▶ **Stored items**:
------------------------------------

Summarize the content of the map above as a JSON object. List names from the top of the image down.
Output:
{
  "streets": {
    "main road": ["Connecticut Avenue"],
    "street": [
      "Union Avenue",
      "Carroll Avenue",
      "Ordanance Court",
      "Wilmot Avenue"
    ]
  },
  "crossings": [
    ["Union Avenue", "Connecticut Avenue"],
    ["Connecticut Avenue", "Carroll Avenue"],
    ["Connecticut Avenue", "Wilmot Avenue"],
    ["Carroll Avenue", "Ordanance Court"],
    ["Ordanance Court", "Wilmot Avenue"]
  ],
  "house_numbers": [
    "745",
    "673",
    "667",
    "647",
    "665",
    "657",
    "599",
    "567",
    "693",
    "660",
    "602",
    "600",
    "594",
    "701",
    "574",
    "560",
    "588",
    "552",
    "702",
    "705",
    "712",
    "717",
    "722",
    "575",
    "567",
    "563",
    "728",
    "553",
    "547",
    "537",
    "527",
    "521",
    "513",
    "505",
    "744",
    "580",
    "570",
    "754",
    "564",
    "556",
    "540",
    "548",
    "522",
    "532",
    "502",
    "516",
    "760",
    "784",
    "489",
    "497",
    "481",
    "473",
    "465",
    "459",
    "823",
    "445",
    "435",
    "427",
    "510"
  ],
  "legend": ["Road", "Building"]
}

------------------------------------

▶ **BRIEF**: Write each record above out again exactly as it reads.

▶ **PROBLEM SOLUTION**:
Summarize the content of the map above as a JSON object. List names from the top of the image down.
Output:
{
  "streets": {
    "main road": ["Connecticut Avenue"],
    "street": [
      "Union Avenue",
      "Carroll Avenue",
      "Ordanance Court",
      "Wilmot Avenue"
    ]
  },
  "crossings": [
    ["Union Avenue", "Connecticut Avenue"],
    ["Connecticut Avenue", "Carroll Avenue"],
    ["Connecticut Avenue", "Wilmot Avenue"],
    ["Carroll Avenue", "Ordanance Court"],
    ["Ordanance Court", "Wilmot Avenue"]
  ],
  "house_numbers": [
    "745",
    "673",
    "667",
    "647",
    "665",
    "657",
    "599",
    "567",
    "693",
    "660",
    "602",
    "600",
    "594",
    "701",
    "574",
    "560",
    "588",
    "552",
    "702",
    "705",
    "712",
    "717",
    "722",
    "575",
    "567",
    "563",
    "728",
    "553",
    "547",
    "537",
    "527",
    "521",
    "513",
    "505",
    "744",
    "580",
    "570",
    "754",
    "564",
    "556",
    "540",
    "548",
    "522",
    "532",
    "502",
    "516",
    "760",
    "784",
    "489",
    "497",
    "481",
    "473",
    "465",
    "459",
    "823",
    "445",
    "435",
    "427",
    "510"
  ],
  "legend": ["Road", "Building"]
}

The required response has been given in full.